Immunity Challenge #5
Plant a wet kiss on a major advertiser's lips, call it news, and hope no one notices
By the time May sweeps roll around, the Hometown Team's consumer reporter Kevyn Burger does yeoman work. In a cleavage-heavy "Dimension" segment called "Hometown Prom Dresses," Burger examines how the Hollywood "tramp trend" influences the fashion sensibilities of local teens come prom time. (Sample expert quote: "Breasts are kind of popular right now.") But Burger doesn't hit her synergistic stride until May 18, when she files a bold "Dimension" report on the Target Corp. In this drop-to-the-knees look at a major advertiser's "hip" new advertising campaign, viewers learn that "good retailing happens from passion, and passion comes from the gut." Burger also breaks the news that computers are used in creating TV ads.

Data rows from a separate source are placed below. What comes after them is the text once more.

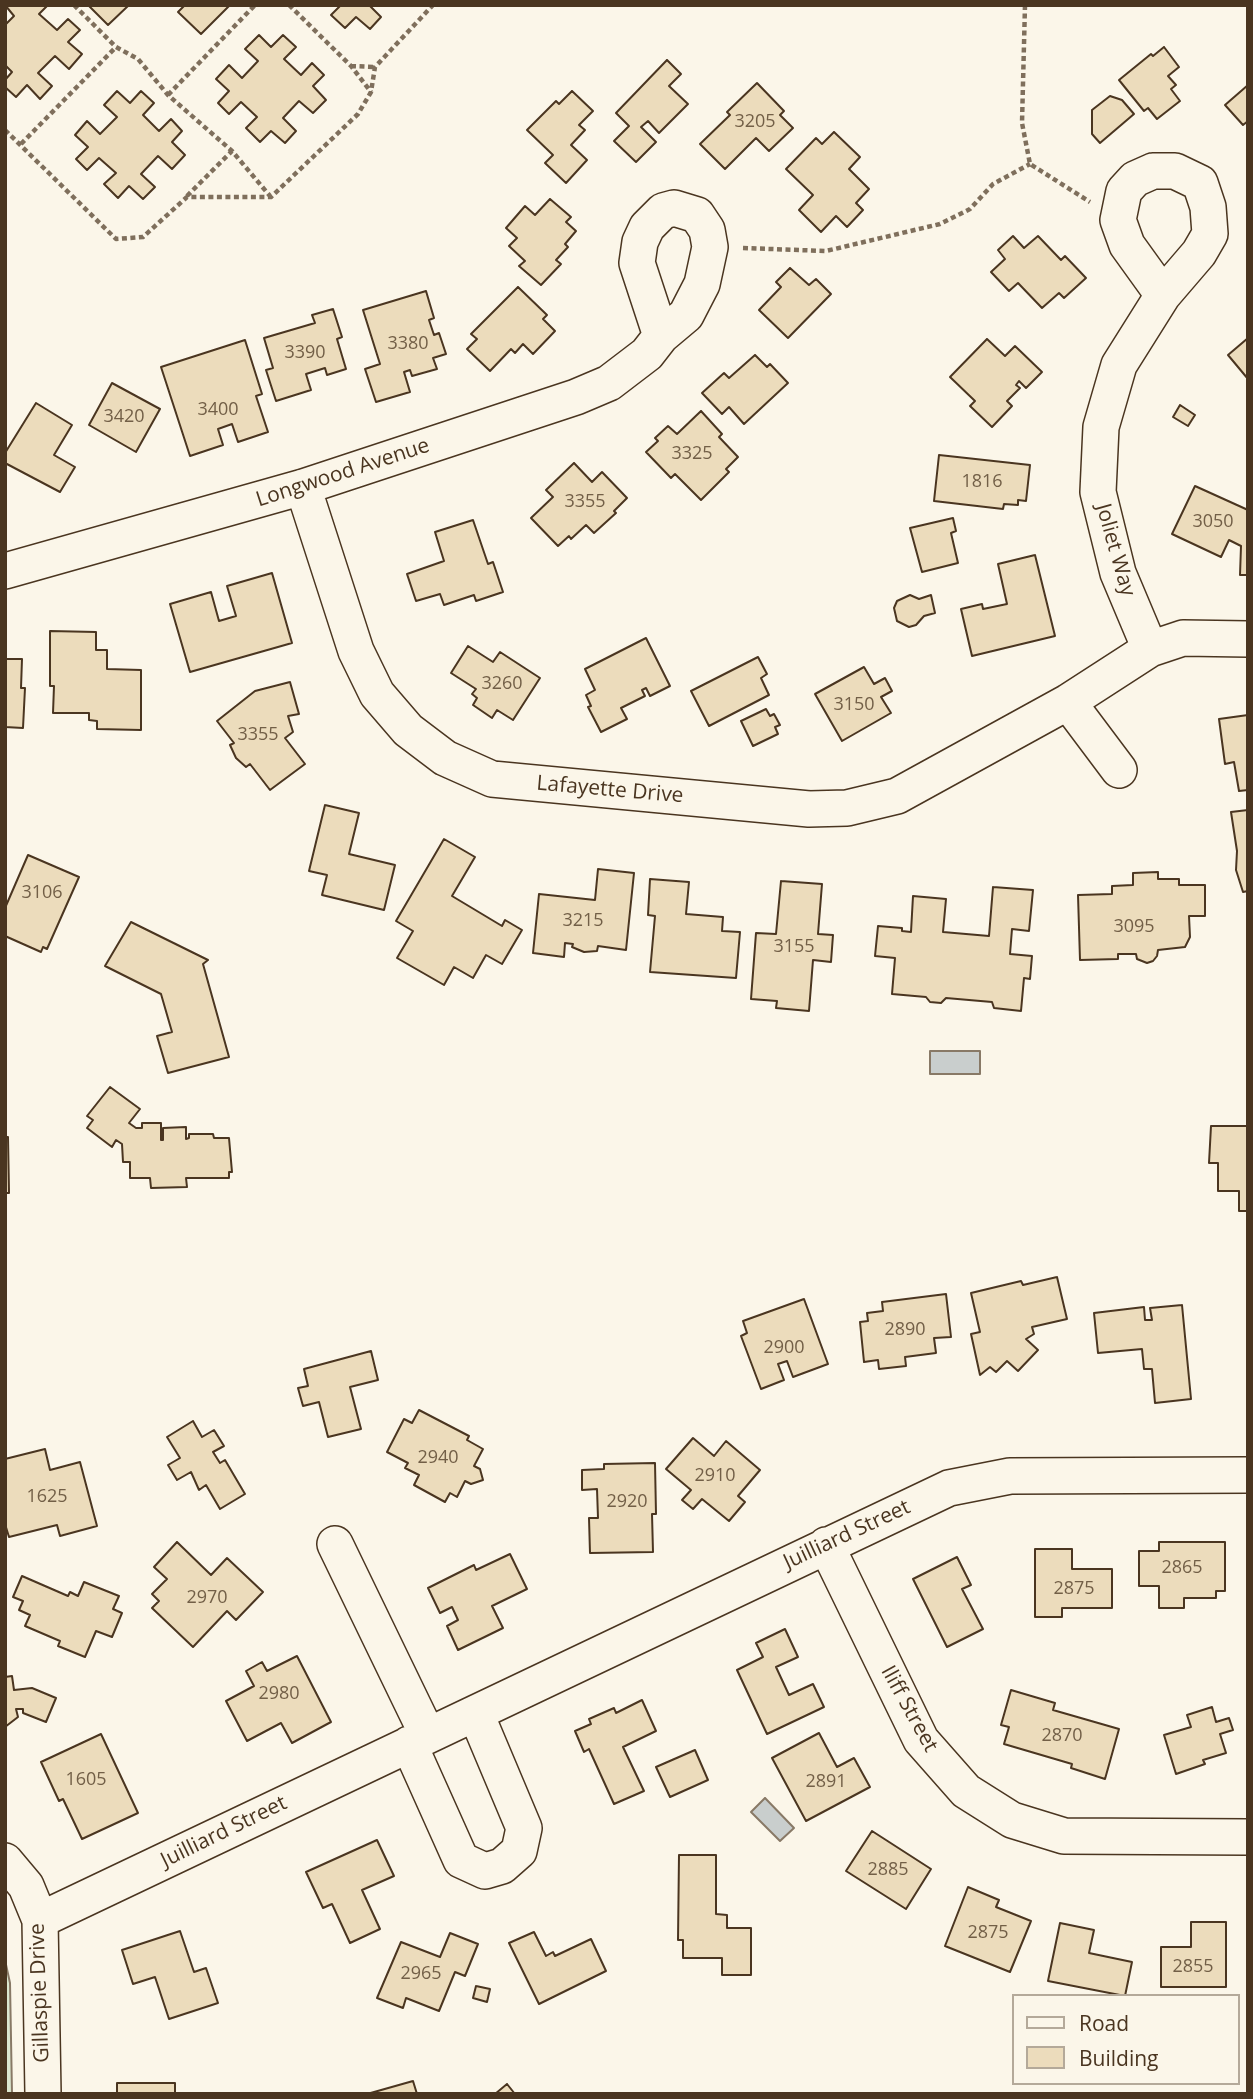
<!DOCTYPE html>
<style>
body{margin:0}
#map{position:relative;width:1253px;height:2099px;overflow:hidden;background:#fbf6e9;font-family:"Open Sans",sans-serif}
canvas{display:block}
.frame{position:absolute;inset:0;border:7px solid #4a3520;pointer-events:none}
.legend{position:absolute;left:1012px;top:1994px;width:228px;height:91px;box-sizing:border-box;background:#fbf6e9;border:2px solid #b4a999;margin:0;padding:9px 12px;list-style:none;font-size:21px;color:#4a3520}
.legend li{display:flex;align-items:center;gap:14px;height:35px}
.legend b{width:35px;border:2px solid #b4a999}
</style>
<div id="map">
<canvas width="1253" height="2099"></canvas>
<div class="frame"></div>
<ul class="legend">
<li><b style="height:9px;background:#fbf6e9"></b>Road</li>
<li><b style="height:19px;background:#ecdcbc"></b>Building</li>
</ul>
</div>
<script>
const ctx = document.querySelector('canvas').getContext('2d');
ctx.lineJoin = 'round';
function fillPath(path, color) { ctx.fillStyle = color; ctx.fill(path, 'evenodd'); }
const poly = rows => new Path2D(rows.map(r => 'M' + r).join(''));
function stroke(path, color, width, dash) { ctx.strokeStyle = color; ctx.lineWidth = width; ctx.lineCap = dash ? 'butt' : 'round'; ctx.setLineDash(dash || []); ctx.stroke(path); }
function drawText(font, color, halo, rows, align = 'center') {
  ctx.font = font + ' "Open Sans",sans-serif'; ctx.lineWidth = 5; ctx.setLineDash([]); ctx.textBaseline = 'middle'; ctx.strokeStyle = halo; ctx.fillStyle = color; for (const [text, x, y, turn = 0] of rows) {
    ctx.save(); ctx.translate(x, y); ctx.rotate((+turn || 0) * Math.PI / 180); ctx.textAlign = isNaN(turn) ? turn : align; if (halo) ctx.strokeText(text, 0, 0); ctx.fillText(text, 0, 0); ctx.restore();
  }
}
const green = poly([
 [5,1960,10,1983,12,2094,5,2094,5,1960]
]);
fillPath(green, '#dce7d0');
stroke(green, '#887966', 2);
const water = poly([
 [930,1051,980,1051,980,1074,930,1074,930,1051],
 [765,1798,794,1828,780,1841,751,1812,765,1798]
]);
fillPath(water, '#c9cecd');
stroke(water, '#887966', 2);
const building = poly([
 [5,5,48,5,39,14,57,30,68,19,80,30,68,42,82,54,69,69,55,56,38,73,52,86,40,99,27,85,16,97,5,87,5,80,12,72,5,65,5,25,14,16,5,5],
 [88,5,129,5,108,25,88,5],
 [185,5,230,5,201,34,178,12,185,5],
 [341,5,369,5,381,17,370,29,356,17,345,28,331,15,341,5],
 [259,35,271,47,283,35,296,47,284,59,301,75,312,63,324,75,313,86,326,100,313,113,299,101,283,118,296,131,285,143,271,131,260,142,246,128,257,117,241,102,229,114,218,103,229,91,216,79,229,65,242,78,258,61,245,49,259,35],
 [1164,47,1179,67,1168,76,1176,85,1171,89,1180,101,1157,119,1148,108,1144,111,1119,80,1151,54,1153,56,1164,47],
 [667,60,681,74,669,86,688,104,659,133,648,121,641,127,656,142,636,162,614,141,629,126,616,113,667,60],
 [757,83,784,111,780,115,793,128,769,151,756,138,725,169,700,144,730,115,727,112,757,83],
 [1248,85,1248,121,1243,125,1225,105,1248,85],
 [117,91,130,103,141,91,154,103,143,115,159,131,171,119,182,131,172,142,185,155,172,169,158,156,141,174,155,187,143,199,129,186,118,198,104,184,116,173,99,158,87,170,76,159,88,147,75,135,87,121,100,134,117,117,104,105,117,91],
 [572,91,593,111,579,125,585,130,571,145,587,160,566,183,545,163,553,155,527,130,556,101,559,104,572,91],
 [1110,96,1122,100,1134,114,1100,143,1092,134,1092,110,1110,96],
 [834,132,860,157,849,169,869,189,856,203,863,210,847,227,836,216,821,232,799,210,813,195,786,169,816,138,822,144,834,132],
 [550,199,571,217,566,222,576,231,565,244,568,247,556,260,561,264,541,285,519,266,525,261,509,246,517,238,506,228,525,206,535,215,550,199],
 [1013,236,1024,248,1038,236,1061,260,1065,256,1086,278,1064,298,1059,293,1042,308,1018,283,1009,291,991,272,1005,259,998,250,1013,236],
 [790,268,809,285,816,279,831,294,788,338,759,310,781,287,776,282,790,268],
 [518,287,547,315,543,319,555,331,533,354,523,344,515,353,511,349,490,371,467,349,477,339,471,334,518,287],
 [426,291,434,318,429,320,434,335,439,333,446,354,433,358,437,369,412,376,410,370,404,372,410,392,376,402,365,369,380,364,363,310,426,291],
 [333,309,342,337,337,339,346,369,327,375,325,368,306,374,311,390,276,401,266,370,273,368,264,338,315,323,312,315,333,309],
 [1248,338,1248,379,1228,355,1248,338],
 [987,339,1005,356,1015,346,1042,372,1026,388,1019,381,1016,385,1020,388,1007,401,1012,406,992,427,970,406,975,401,950,377,987,339],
 [245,340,262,394,256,396,268,432,238,442,232,424,218,429,223,445,190,456,161,367,245,340],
 [755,355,767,367,770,364,788,383,744,424,729,407,722,414,702,393,724,373,729,378,755,355],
 [112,383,160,409,136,452,89,425,112,383],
 [36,403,72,425,54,455,75,467,60,492,5,463,5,453,36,403],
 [1180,405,1195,415,1188,426,1173,417,1180,405],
 [701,411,722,434,719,437,738,457,726,469,729,472,701,500,675,474,671,478,646,452,658,441,655,438,668,426,677,434,701,411],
 [939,455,1030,465,1026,501,1018,500,1018,505,1004,504,1003,509,934,501,939,455],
 [574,463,592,482,602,472,627,498,614,511,616,513,594,533,586,525,571,539,569,536,558,546,531,518,553,497,546,490,574,463],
 [1195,486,1248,510,1248,575,1240,575,1241,546,1229,540,1221,557,1172,534,1195,486],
 [953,518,956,531,951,533,958,563,922,572,910,528,953,518],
 [473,520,488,564,493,562,503,592,476,601,474,595,444,605,440,594,416,601,407,574,444,561,435,532,473,520],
 [1035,555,1055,636,972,656,961,609,982,604,983,609,1007,604,998,564,1035,555],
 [272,573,292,643,190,672,170,604,211,592,219,621,236,616,227,586,272,573],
 [910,595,919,599,931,595,935,613,924,616,916,625,909,627,897,621,894,608,897,601,910,595],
 [50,631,96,632,96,650,107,650,107,669,141,670,141,730,97,729,97,721,89,720,89,713,53,713,54,686,50,686,50,631],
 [646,638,670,686,650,696,646,688,642,690,645,696,621,708,627,719,601,732,588,707,591,706,586,695,595,690,585,669,646,638],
 [468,646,493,662,500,652,540,678,513,720,497,710,492,718,473,705,477,698,472,694,476,689,451,673,468,646],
 [758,657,767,674,761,678,769,695,709,726,691,691,758,657],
 [5,659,22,659,21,688,25,688,23,728,5,727,5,659],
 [864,667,874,684,885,678,892,691,881,697,891,713,842,741,815,694,864,667],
 [290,682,299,714,288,716,293,732,285,738,305,764,270,790,250,764,246,767,236,758,230,745,234,743,217,721,255,691,290,682],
 [766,709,770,716,774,714,780,725,775,727,778,734,753,746,741,721,766,709],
 [1248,715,1248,790,1239,791,1234,762,1225,764,1219,719,1248,715],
 [325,805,359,813,349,854,395,865,384,910,322,895,327,875,309,871,325,805],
 [1248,810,1248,891,1243,892,1236,870,1237,851,1231,812,1248,810],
 [444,839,475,857,452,896,502,926,505,920,522,930,502,964,486,955,473,978,454,967,444,985,397,958,413,931,396,921,444,839],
 [28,855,79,877,47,949,43,947,41,952,5,936,5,908,28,855],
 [598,869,634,873,626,950,598,946,597,951,584,952,572,947,573,944,565,943,564,957,533,953,539,894,595,900,598,869],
 [1158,872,1158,879,1179,879,1179,885,1205,885,1205,916,1189,916,1190,937,1185,947,1158,950,1157,956,1153,961,1147,963,1137,959,1136,954,1118,954,1118,959,1080,960,1078,895,1112,894,1112,886,1133,885,1133,873,1158,872],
 [650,879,689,882,686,914,723,917,722,931,740,932,736,978,650,972,655,916,648,915,650,879],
 [781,881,822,884,818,934,833,935,831,962,813,960,809,1011,776,1008,777,1001,751,999,756,933,776,934,781,881],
 [993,887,1033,890,1029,931,1012,929,1010,954,1032,956,1030,979,1024,978,1021,1011,994,1008,992,1002,946,998,941,1003,930,1002,926,997,892,994,895,958,875,956,878,926,902,928,902,931,911,932,913,896,946,899,943,932,989,936,993,887],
 [131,922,208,960,203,964,229,1057,168,1073,157,1036,172,1032,161,994,105,966,131,922],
 [110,1087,140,1109,129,1123,136,1128,142,1128,142,1123,161,1123,161,1140,163,1140,163,1128,186,1127,186,1139,189,1138,189,1134,213,1134,214,1138,229,1138,232,1172,229,1172,229,1178,186,1178,187,1187,151,1188,150,1178,130,1178,130,1162,123,1162,122,1144,116,1140,112,1147,87,1128,93,1120,87,1116,110,1087],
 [1211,1126,1248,1126,1248,1211,1239,1211,1239,1191,1218,1191,1218,1163,1209,1163,1211,1126],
 [5,1137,8,1137,9,1193,5,1193,5,1137],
 [1057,1277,1067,1319,1032,1327,1034,1334,1026,1339,1038,1350,1018,1371,1007,1361,996,1372,990,1367,980,1375,971,1334,980,1332,971,1293,1021,1281,1023,1285,1057,1277],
 [946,1294,951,1337,934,1338,936,1353,905,1357,906,1366,879,1369,878,1360,864,1362,860,1322,868,1321,867,1313,883,1311,882,1302,946,1294],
 [804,1299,828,1364,793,1377,787,1361,778,1364,784,1380,761,1389,741,1336,747,1333,743,1321,804,1299],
 [1182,1305,1191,1399,1155,1403,1152,1369,1144,1369,1142,1349,1098,1353,1094,1313,1144,1307,1145,1320,1152,1320,1150,1308,1182,1305],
 [371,1351,378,1380,350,1387,361,1429,328,1437,319,1402,303,1406,298,1388,308,1386,304,1369,371,1351],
 [419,1410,469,1436,467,1440,483,1449,474,1466,480,1469,483,1480,471,1484,465,1481,457,1497,450,1493,445,1502,414,1485,419,1475,405,1468,408,1463,387,1452,404,1419,412,1423,419,1410],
 [193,1421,202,1437,214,1430,224,1446,213,1452,220,1463,225,1460,245,1494,220,1509,206,1485,199,1490,191,1472,177,1480,168,1465,180,1458,167,1437,193,1421],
 [693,1438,714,1456,726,1441,760,1470,738,1496,745,1502,729,1521,702,1499,693,1509,682,1500,691,1490,666,1469,693,1438],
 [45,1449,50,1470,80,1462,97,1526,60,1536,57,1525,9,1537,5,1524,5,1459,45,1449],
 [655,1463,656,1514,652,1514,653,1552,590,1553,589,1518,598,1518,597,1489,582,1490,582,1470,604,1469,604,1464,655,1463],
 [177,1542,211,1575,227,1558,263,1592,236,1620,227,1611,193,1647,152,1608,159,1601,152,1594,167,1579,154,1567,177,1542],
 [1159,1542,1225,1542,1225,1591,1216,1591,1216,1598,1184,1598,1184,1608,1159,1608,1159,1586,1139,1586,1139,1551,1159,1551,1159,1542],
 [1035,1549,1072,1549,1072,1569,1112,1569,1112,1608,1062,1608,1062,1617,1035,1617,1035,1549],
 [510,1554,527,1589,492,1606,503,1628,458,1650,447,1626,458,1620,452,1607,440,1613,428,1588,474,1565,476,1570,510,1554],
 [957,1557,971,1585,962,1589,983,1629,947,1647,913,1579,957,1557],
 [22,1576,68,1596,70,1592,78,1596,84,1582,119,1596,113,1609,122,1613,112,1637,96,1631,85,1657,58,1646,60,1641,25,1626,30,1615,19,1610,23,1601,13,1597,22,1576],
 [785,1629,798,1657,776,1667,789,1695,813,1684,824,1707,767,1734,737,1670,763,1657,756,1643,785,1629],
 [297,1656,331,1722,292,1743,281,1723,247,1741,226,1701,254,1686,246,1671,262,1662,267,1671,297,1656],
 [12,1676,14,1690,32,1688,56,1698,46,1722,23,1713,23,1709,16,1709,18,1717,5,1727,5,1677,12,1676],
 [1011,1690,1055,1703,1053,1710,1119,1729,1105,1779,1071,1768,1072,1764,1004,1744,1009,1727,1001,1725,1011,1690],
 [642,1700,656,1731,623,1747,644,1791,614,1804,589,1749,584,1752,575,1731,591,1724,589,1719,614,1708,616,1713,642,1700],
 [1212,1707,1216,1722,1229,1718,1233,1730,1220,1734,1226,1753,1203,1760,1205,1764,1176,1774,1164,1735,1191,1727,1187,1715,1212,1707],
 [819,1733,837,1767,854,1758,870,1787,806,1821,772,1758,819,1733],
 [101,1734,138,1813,82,1839,63,1799,59,1801,41,1762,101,1734],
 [695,1750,708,1780,670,1797,656,1767,695,1750],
 [872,1831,931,1869,906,1909,846,1871,872,1831],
 [377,1840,394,1876,362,1890,380,1929,350,1943,332,1904,323,1908,306,1872,377,1840],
 [679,1855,716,1855,716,1914,727,1915,727,1928,751,1928,751,1975,722,1975,722,1958,683,1958,683,1940,678,1940,679,1855],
 [968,1887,999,1900,996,1907,1031,1921,1010,1972,945,1946,968,1887],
 [1191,1922,1226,1922,1226,1987,1161,1987,1161,1947,1191,1947,1191,1922],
 [1060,1923,1094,1930,1089,1953,1132,1962,1125,1996,1048,1981,1060,1923],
 [180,1931,194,1972,206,1968,218,2003,169,2019,155,1977,133,1984,122,1950,180,1931],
 [534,1932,546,1956,553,1952,555,1956,591,1939,606,1971,539,2004,509,1943,534,1932],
 [450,1933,478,1944,465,1976,455,1972,439,2011,406,1998,403,2008,377,1998,401,1942,440,1957,450,1933],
 [476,1986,490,1989,487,2002,473,1998,476,1986],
 [413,2081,417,2094,367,2094,413,2081],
 [117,2083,175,2083,175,2094,117,2094,117,2083],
 [507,2084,515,2094,495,2094,507,2084]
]);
fillPath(building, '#ecdcbc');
stroke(building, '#4a3520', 2);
const minor = poly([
 [1153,171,1175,171,1200,183,1208,207,1210,234,1199,253,1163,295,1127,245,1118,220,1124,191,1135,179,1153,171],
 [303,487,356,651,377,694,408,730,445,758,492,779,809,809,847,808,897,796,1068,702,1150,649,1183,638,1248,639],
 [5,571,303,487,576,397,609,383,647,354,661,336,686,315,702,284,710,247,707,230,697,215,674,208,663,211,647,227,640,242,637,263,661,336],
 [1150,649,1118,573,1098,492,1101,427,1119,365,1163,295],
 [1068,702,1119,770],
 [335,1544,427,1734],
 [826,1545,921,1740,966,1791,1012,1820,1064,1836,1248,1837],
 [409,1744,461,1860,485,1871,502,1866,519,1851,524,1828,476,1714],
 [5,1861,26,1886,40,1920,43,2094],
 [40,1920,949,1488,1010,1476,1248,1475]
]);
stroke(minor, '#4a3520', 38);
stroke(poly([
 [74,5,116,47,138,59,168,95,232,151,270,196],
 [289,5,351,66,371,92],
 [1025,5,1022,123,1030,164,1090,202],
 [351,66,375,67],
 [168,95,255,5],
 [5,130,116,239,143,237,187,197,271,197,358,114,371,92,375,67,433,5],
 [21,144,116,47],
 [187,196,232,151],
 [743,248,826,251,940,224,970,209,993,184,1030,164]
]), '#7f6f5c', 4.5, [5, 3.5]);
stroke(minor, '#fbf6e9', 35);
drawText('18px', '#725f47', null, [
 ["3205",755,122],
 ["3380",408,344],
 ["3390",305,353],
 ["3400",218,410],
 ["3420",124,417],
 ["3325",692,454],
 ["1816",982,482],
 ["3355",585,502],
 ["3050",1213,522],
 ["3260",502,684],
 ["3150",854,705],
 ["3355",258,735],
 ["3106",42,893],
 ["3215",583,921],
 ["3095",1134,927],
 ["3155",794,947],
 ["2890",905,1330],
 ["2900",784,1348],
 ["2940",438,1458],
 ["2910",715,1476],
 ["1625",47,1497],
 ["2920",627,1502],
 ["2865",1182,1568],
 ["2875",1074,1589],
 ["2970",207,1598],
 ["2980",279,1694],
 ["2870",1062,1736],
 ["1605",86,1780],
 ["2891",826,1782],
 ["2885",888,1870],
 ["2875",988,1933],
 ["2855",1193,1967],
 ["2965",421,1974]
]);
drawText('21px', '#4a3520', '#fbf6e9', [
 ["Longwood Avenue",343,473,-18],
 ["Joliet Way",1115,550,74],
 ["Lafayette Drive",610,790,5],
 ["Juilliard Street",847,1535,-25],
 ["Iliff Street",909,1709,61],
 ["Juilliard Street",224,1832,-26],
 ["Gillaspie Drive",40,1993,-92]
]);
</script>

After Burger's piece airs, co-anchors Don Shelby and Amelia Santaniello playfully take turns donning a fishing cap emblazoned with the Hometown Corporate Behemoth's bull's-eye logo.
ADDED SHAMELESSNESS BONUS
In August Santaniello declares a Target advertisement "Our Pick" for best spot aired during the Survivor finale. The kudos, along with news that 30-second ads during the last episode cost a half-million dollars apiece, provides rationale to run the ad again. "Do we get a little piece of that for running it again?" Shelby quips afterward.
Immunity Challenge #6
Declare one of your network's shows
a cultural phenomenon--before it becomes one
WCCO's zeal for covering the Survivor/Big Brother juggernaut doesn't kick into high gear until late summer, but the Hometown Team gets a quick jump during a July 5 broadcast, when part-time anchor Randi Kaye refers to Big Brother as "CBS's new hit show."
Kaye's assessment comes on the night of Big Brother's debut--before any ratings are available to confirm the show's "hit" status. While the first episode did boffo numbers on the strength of a strong lead-in from Survivor, its appeal does not endure; the show is soon losing ratings battles to reruns of NBC's Friends.